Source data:
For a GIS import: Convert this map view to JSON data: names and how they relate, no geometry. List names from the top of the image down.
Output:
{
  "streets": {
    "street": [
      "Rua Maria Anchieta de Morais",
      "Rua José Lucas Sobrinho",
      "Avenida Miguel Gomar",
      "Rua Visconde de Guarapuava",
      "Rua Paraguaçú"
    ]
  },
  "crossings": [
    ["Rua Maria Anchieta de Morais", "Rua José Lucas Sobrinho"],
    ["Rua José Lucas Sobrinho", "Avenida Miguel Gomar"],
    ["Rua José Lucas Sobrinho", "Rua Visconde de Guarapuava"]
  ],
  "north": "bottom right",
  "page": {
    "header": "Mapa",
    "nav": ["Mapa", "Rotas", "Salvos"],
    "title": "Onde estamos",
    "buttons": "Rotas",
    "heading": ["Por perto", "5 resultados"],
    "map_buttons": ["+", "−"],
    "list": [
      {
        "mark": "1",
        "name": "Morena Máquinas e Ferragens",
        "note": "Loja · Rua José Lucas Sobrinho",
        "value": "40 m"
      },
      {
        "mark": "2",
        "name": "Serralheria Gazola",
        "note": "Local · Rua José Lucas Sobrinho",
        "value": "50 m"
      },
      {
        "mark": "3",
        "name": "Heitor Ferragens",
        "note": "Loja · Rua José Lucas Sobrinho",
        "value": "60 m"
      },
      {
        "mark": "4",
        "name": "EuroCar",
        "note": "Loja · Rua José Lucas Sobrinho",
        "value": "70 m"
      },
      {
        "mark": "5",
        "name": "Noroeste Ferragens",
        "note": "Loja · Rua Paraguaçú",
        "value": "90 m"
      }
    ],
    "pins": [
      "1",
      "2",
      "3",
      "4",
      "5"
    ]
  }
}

ASSIGNMENT: Reproduce every entry above so that each one matches its source exactly.

RESPONSE AREA:
For a GIS import: Convert this map view to JSON data: names and how they relate, no geometry. List names from the top of the image down.
Output:
{
  "streets": {
    "street": [
      "Rua Maria Anchieta de Morais",
      "Rua José Lucas Sobrinho",
      "Avenida Miguel Gomar",
      "Rua Visconde de Guarapuava",
      "Rua Paraguaçú"
    ]
  },
  "crossings": [
    ["Rua Maria Anchieta de Morais", "Rua José Lucas Sobrinho"],
    ["Rua José Lucas Sobrinho", "Avenida Miguel Gomar"],
    ["Rua José Lucas Sobrinho", "Rua Visconde de Guarapuava"]
  ],
  "north": "bottom right",
  "page": {
    "header": "Mapa",
    "nav": ["Mapa", "Rotas", "Salvos"],
    "title": "Onde estamos",
    "buttons": "Rotas",
    "heading": ["Por perto", "5 resultados"],
    "map_buttons": ["+", "−"],
    "list": [
      {
        "mark": "1",
        "name": "Morena Máquinas e Ferragens",
        "note": "Loja · Rua José Lucas Sobrinho",
        "value": "40 m"
      },
      {
        "mark": "2",
        "name": "Serralheria Gazola",
        "note": "Local · Rua José Lucas Sobrinho",
        "value": "50 m"
      },
      {
        "mark": "3",
        "name": "Heitor Ferragens",
        "note": "Loja · Rua José Lucas Sobrinho",
        "value": "60 m"
      },
      {
        "mark": "4",
        "name": "EuroCar",
        "note": "Loja · Rua José Lucas Sobrinho",
        "value": "70 m"
      },
      {
        "mark": "5",
        "name": "Noroeste Ferragens",
        "note": "Loja · Rua Paraguaçú",
        "value": "90 m"
      }
    ],
    "pins": [
      "1",
      "2",
      "3",
      "4",
      "5"
    ]
  }
}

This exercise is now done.